Scan the listing for "stream" and copy out each line that has it.
-------
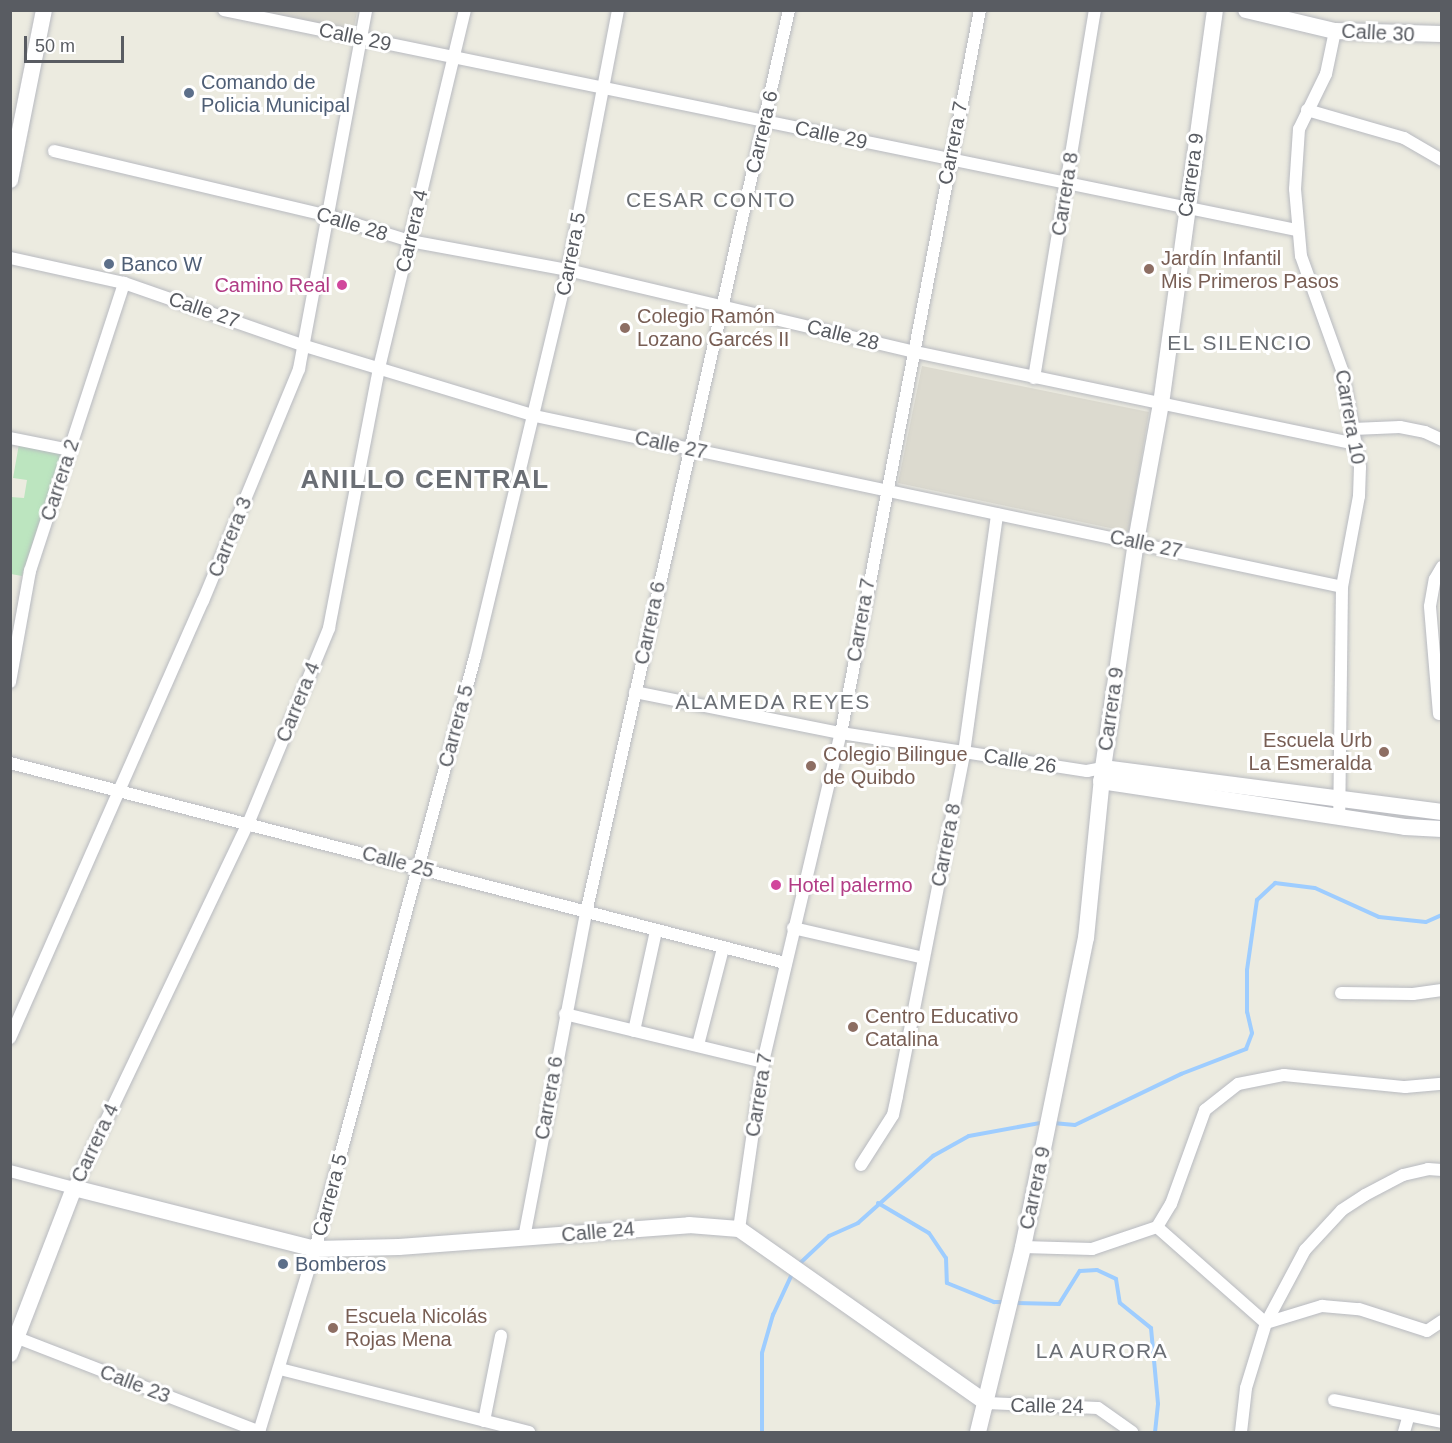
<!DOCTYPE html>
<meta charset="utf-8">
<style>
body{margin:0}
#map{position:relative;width:1452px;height:1443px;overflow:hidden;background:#ecebe0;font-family:Arial,sans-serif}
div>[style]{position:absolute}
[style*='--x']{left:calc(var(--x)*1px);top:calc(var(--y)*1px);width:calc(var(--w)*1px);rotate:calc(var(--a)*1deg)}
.education>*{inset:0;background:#dcdacf}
.green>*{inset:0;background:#bce5bf}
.stream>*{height:4px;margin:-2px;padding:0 2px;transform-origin:2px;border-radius:2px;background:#9ecdff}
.roads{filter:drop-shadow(0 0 2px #b8bac0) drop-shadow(0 0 2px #b8bac0)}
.street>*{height:12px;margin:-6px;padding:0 6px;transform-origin:6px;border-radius:6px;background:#fff}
.secondary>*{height:16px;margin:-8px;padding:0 8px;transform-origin:8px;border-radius:8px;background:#fff}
.dots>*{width:16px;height:16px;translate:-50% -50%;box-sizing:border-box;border:3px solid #fff;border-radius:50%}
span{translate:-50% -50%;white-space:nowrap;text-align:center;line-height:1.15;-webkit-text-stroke:6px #fff;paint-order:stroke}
.street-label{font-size:20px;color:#595c62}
.service-label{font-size:20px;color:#4e5e75}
.left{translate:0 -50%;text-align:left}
.education-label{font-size:20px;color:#785e54}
.right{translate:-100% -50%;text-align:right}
.hotel-label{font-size:20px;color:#b23c85}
.neighbourhood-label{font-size:21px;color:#6a6e74;letter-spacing:1.5px}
.district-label{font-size:26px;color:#6a6e74;font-weight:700;letter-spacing:1.5px}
.frame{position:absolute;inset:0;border:12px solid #595c62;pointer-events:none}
.scale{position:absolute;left:24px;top:36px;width:100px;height:27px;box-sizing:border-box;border:3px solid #595c62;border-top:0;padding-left:8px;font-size:18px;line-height:21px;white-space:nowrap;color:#595c62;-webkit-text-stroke:4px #fff;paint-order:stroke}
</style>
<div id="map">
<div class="education">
<i style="clip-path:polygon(248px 11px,357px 11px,353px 33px)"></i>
<i style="clip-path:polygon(922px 366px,1149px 412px,1129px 532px,898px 483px)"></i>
</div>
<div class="green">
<i style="clip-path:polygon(19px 444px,62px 452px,22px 576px,11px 574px,11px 497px,24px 498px,27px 480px,13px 478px)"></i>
</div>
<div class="stream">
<i style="--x:1053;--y:1123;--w:22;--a:5"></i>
<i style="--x:1075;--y:1125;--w:118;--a:-25.7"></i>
<i style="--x:1181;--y:1074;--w:70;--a:-21"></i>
<i style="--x:1246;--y:1049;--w:17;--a:-69"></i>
<i style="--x:1252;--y:1033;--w:22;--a:-103"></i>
<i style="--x:1247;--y:1012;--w:42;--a:-90"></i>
<i style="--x:1247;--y:970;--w:71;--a:-81.9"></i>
<i style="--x:1257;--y:900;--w:25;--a:-43"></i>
<i style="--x:1275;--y:883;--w:40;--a:7.1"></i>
<i style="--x:1315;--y:888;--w:70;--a:24.4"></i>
<i style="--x:1379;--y:917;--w:47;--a:6.1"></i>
<i style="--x:1426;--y:922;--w:17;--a:-24"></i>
<i style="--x:878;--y:1203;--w:59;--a:30.5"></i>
<i style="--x:929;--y:1233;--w:30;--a:56"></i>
<i style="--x:946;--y:1258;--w:25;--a:88"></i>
<i style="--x:947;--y:1283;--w:51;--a:22"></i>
<i style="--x:994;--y:1302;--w:11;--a:0"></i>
<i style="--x:797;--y:1266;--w:44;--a:-43.2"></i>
<i style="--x:829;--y:1236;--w:32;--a:-24"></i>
<i style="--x:858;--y:1223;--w:101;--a:-41.8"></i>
<i style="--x:933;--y:1156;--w:41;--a:-29.1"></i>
<i style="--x:969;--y:1136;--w:77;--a:-10.4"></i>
<i style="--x:1015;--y:1303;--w:44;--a:1.3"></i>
<i style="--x:1059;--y:1304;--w:39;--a:-58"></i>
<i style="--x:1080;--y:1271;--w:17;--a:-3"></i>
<i style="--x:1097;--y:1270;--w:21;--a:25"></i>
<i style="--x:1116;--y:1279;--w:24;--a:81"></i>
<i style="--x:1120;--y:1303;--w:40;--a:39"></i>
<i style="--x:1151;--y:1328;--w:76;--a:84.7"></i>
<i style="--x:1158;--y:1404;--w:28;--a:96"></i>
<i style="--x:762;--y:1432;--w:79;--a:-90"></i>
<i style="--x:762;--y:1353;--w:40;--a:-74"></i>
<i style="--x:773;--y:1315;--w:47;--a:-65.1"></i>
</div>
<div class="roads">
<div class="street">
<i style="--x:224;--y:10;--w:1094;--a:11.6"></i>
<i style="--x:1335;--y:31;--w:44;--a:101.8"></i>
<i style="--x:1326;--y:74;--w:61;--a:116.1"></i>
<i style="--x:1299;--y:129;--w:60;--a:93.8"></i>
<i style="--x:1295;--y:189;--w:67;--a:84.9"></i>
<i style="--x:1301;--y:256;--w:121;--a:70.2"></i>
<i style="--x:1342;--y:370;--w:99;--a:79.5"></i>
<i style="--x:1360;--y:467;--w:29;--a:92"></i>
<i style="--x:1359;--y:496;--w:93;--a:100.6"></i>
<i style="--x:1342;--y:587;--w:230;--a:90.7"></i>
<i style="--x:1307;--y:110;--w:101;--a:16.1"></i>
<i style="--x:1404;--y:138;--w:44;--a:30.1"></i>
<i style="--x:54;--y:151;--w:283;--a:13.3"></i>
<i style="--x:329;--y:216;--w:85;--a:17.2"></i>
<i style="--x:410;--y:241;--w:161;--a:10.4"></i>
<i style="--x:568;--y:270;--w:352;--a:13.3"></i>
<i style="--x:911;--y:351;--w:454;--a:11.8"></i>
<i style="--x:10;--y:258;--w:117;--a:12.4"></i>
<i style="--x:124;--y:283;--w:192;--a:19.2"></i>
<i style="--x:305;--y:346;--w:240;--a:16.9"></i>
<i style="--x:535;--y:416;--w:825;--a:11.96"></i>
<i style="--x:1034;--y:378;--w:373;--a:-80.6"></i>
<i style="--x:1353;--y:429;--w:47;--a:-2.4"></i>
<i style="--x:1400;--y:427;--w:25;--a:11"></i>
<i style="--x:1425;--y:432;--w:19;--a:25"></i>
<i style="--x:10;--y:438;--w:61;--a:11.3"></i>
<i style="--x:10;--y:682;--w:113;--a:-79.8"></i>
<i style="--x:30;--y:571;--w:303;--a:-71.9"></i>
<i style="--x:635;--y:692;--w:210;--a:11.3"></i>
<i style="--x:841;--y:733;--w:249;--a:8.8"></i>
<i style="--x:1087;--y:771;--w:16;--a:-11"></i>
<i style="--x:1439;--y:714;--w:108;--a:-94.8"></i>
<i style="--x:1430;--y:606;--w:27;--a:-80"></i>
<i style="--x:1435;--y:579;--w:14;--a:-60"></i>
<i style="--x:10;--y:763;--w:800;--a:14.47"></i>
<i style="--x:793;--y:928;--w:134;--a:12.9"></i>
<i style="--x:1341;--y:993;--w:72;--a:0.8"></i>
<i style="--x:1413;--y:994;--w:29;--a:-8"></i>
<i style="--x:565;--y:1014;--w:204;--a:13.6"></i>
<i style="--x:634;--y:1031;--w:102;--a:-77.6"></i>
<i style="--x:10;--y:1038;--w:478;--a:-66.2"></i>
<i style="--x:203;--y:601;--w:251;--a:-67.5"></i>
<i style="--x:299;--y:369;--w:365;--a:-79.4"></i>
<i style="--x:698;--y:1045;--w:100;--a:-75.5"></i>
<i style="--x:861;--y:1165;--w:59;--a:-57.4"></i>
<i style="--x:893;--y:1115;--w:19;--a:-78"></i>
<i style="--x:897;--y:1096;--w:349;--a:-78.9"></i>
<i style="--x:964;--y:753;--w:241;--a:-82.1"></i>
<i style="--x:10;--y:1171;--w:66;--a:14.9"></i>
<i style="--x:74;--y:1188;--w:403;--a:-64.5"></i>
<i style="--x:248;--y:824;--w:212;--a:-67.5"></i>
<i style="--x:329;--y:628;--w:265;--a:-79.1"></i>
<i style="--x:379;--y:368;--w:368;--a:-76.5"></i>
<i style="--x:1157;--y:1227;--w:145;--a:41.4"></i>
<i style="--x:1266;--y:1323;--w:59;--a:-16.9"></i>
<i style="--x:1322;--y:1306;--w:37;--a:5"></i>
<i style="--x:1359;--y:1309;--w:71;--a:17.9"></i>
<i style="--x:1427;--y:1331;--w:18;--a:-34"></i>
<i style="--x:739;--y:1229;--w:169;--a:-81.8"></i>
<i style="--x:763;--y:1062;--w:338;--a:-76.7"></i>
<i style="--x:841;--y:733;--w:736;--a:-79.12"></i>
<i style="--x:524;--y:1238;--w:331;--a:-79.2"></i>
<i style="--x:586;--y:913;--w:926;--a:-77.33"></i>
<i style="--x:1023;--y:1247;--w:69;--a:1.7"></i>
<i style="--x:1092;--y:1249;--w:69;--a:-18.7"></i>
<i style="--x:1157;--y:1227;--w:27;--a:-59"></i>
<i style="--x:1171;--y:1204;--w:100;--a:-70.1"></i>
<i style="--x:1205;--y:1110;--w:42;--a:-38.2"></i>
<i style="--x:1238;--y:1084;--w:47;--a:-11.1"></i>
<i style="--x:1284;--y:1075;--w:122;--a:5.7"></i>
<i style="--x:1405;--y:1087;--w:37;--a:-5"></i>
<i style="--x:10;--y:1335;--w:268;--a:21.2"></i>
<i style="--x:280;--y:1369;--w:257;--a:14.2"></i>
<i style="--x:1334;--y:1400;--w:110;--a:11.5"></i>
<i style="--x:987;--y:1403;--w:111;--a:2.6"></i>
<i style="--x:1098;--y:1408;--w:42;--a:35.2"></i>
<i style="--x:484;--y:1421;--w:87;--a:-78.7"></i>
<i style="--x:259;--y:1432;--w:191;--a:-73"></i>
<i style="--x:315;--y:1249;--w:613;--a:-74.88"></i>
<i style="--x:475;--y:657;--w:398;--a:-76.5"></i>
<i style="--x:568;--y:270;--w:265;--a:-79.1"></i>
<i style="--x:1241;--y:1432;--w:44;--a:-83.5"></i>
<i style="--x:1246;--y:1388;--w:68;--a:-72.9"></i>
<i style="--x:1266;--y:1323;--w:83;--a:-61.9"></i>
<i style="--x:1305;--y:1250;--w:54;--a:-47.2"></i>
<i style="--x:1342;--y:1210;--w:27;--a:-33"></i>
<i style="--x:1365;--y:1195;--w:43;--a:-27.8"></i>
<i style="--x:1403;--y:1175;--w:26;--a:-13"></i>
<i style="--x:1428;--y:1169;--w:14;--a:4"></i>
<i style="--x:1404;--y:1432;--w:15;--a:-74"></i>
</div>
<div class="secondary">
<i style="--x:1246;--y:10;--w:91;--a:13.3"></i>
<i style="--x:1335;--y:31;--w:107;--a:1.6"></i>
<i style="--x:10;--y:180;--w:173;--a:-78.7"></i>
<i style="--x:1103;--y:768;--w:342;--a:7.4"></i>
<i style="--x:1101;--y:781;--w:307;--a:8.6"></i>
<i style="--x:1405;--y:827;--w:37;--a:3"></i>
<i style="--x:10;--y:1354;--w:178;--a:-68.9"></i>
<i style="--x:74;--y:1188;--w:249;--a:14.2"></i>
<i style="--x:315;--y:1249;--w:84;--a:-1.4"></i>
<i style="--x:399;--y:1247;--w:291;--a:-4.3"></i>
<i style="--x:689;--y:1225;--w:50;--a:4.6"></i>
<i style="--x:739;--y:1229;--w:303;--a:35.1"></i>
<i style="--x:978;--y:1432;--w:190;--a:-76.3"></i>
<i style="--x:1023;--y:1247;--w:315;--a:-78.5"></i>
<i style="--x:1086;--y:938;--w:171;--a:-84.3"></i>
<i style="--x:1103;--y:768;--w:229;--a:-81.7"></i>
<i style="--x:1136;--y:541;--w:139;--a:-79.7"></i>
<i style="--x:1161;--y:404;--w:398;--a:-82.2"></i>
</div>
</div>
<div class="dots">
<i style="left:189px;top:93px;background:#5c6f8a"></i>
<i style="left:109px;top:264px;background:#5c6f8a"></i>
<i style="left:1149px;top:269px;background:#8d6e63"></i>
<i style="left:342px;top:285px;background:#d1479c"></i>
<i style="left:625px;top:328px;background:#8d6e63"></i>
<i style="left:1384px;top:752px;background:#8d6e63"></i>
<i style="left:811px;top:766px;background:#8d6e63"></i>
<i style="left:776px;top:885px;background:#d1479c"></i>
<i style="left:853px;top:1027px;background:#8d6e63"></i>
<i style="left:283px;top:1264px;background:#5c6f8a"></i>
<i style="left:333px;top:1328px;background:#8d6e63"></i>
</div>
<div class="street-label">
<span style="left:1378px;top:33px;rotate:3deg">Calle 30</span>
<span style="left:355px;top:37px;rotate:12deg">Calle 29</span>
<span style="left:762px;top:132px;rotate:-77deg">Carrera 6</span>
<span style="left:831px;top:135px;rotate:12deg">Calle 29</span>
<span style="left:953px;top:143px;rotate:-79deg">Carrera 7</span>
<span style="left:1191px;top:175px;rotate:-82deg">Carrera 9</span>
<span style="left:1065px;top:194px;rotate:-81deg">Carrera 8</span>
<span style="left:352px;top:224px;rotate:17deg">Calle 28</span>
<span style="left:412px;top:231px;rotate:-77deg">Carrera 4</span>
<span style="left:571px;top:254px;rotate:-79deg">Carrera 5</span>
<span style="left:204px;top:310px;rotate:19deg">Calle 27</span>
<span style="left:843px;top:335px;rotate:14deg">Calle 28</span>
<span style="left:1350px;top:417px;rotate:80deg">Carrera 10</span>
<span style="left:671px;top:445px;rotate:12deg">Calle 27</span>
<span style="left:60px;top:480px;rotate:-72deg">Carrera 2</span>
<span style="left:230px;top:537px;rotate:-68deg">Carrera 3</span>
<span style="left:1146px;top:544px;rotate:12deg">Calle 27</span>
<span style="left:861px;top:620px;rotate:-80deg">Carrera 7</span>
<span style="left:650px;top:623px;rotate:-78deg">Carrera 6</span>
<span style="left:298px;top:702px;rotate:-68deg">Carrera 4</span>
<span style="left:1111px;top:709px;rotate:-82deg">Carrera 9</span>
<span style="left:456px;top:726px;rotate:-75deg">Carrera 5</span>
<span style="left:1020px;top:761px;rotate:9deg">Calle 26</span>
<span style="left:946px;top:845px;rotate:-79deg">Carrera 8</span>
<span style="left:398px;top:862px;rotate:15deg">Calle 25</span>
<span style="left:759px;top:1095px;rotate:-81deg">Carrera 7</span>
<span style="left:549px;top:1098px;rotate:-80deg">Carrera 6</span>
<span style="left:95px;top:1143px;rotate:-65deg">Carrera 4</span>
<span style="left:1035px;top:1188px;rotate:-78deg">Carrera 9</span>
<span style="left:330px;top:1195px;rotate:-75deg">Carrera 5</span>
<span style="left:598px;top:1232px;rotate:-5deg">Calle 24</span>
<span style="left:135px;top:1384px;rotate:21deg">Calle 23</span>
<span style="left:1047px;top:1406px;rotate:1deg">Calle 24</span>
</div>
<div class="service-label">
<span class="left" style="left:201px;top:94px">Comando de<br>Policia Municipal</span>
<span class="left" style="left:121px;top:264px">Banco W</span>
<span class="left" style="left:295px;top:1264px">Bomberos</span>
</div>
<div class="education-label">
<span class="left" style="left:1161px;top:270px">Jardín Infantil<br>Mis Primeros Pasos</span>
<span class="left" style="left:637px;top:328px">Colegio Ramón<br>Lozano Garcés II</span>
<span class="right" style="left:1372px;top:752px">Escuela Urb<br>La Esmeralda</span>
<span class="left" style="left:823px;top:766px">Colegio Bilingue<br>de Quibdo</span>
<span class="left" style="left:865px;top:1028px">Centro Educativo<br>Catalina</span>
<span class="left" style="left:345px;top:1328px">Escuela Nicolás<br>Rojas Mena</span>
</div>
<div class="hotel-label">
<span class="right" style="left:330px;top:285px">Camino Real</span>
<span class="left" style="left:788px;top:885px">Hotel palermo</span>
</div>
<div class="neighbourhood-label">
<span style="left:711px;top:200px">CESAR CONTO</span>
<span style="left:1240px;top:343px">EL SILENCIO</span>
<span style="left:773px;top:702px">ALAMEDA REYES</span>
<span style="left:1102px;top:1351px">LA AURORA</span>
</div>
<div class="district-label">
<span style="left:425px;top:480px">ANILLO CENTRAL</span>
</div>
<div class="frame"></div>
<div class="scale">50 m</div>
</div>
-------
* [Result of the task]
.stream>*{height:4px;margin:-2px;padding:0 2px;transform-origin:2px;border-radius:2px;background:#9ecdff}
<div class="stream">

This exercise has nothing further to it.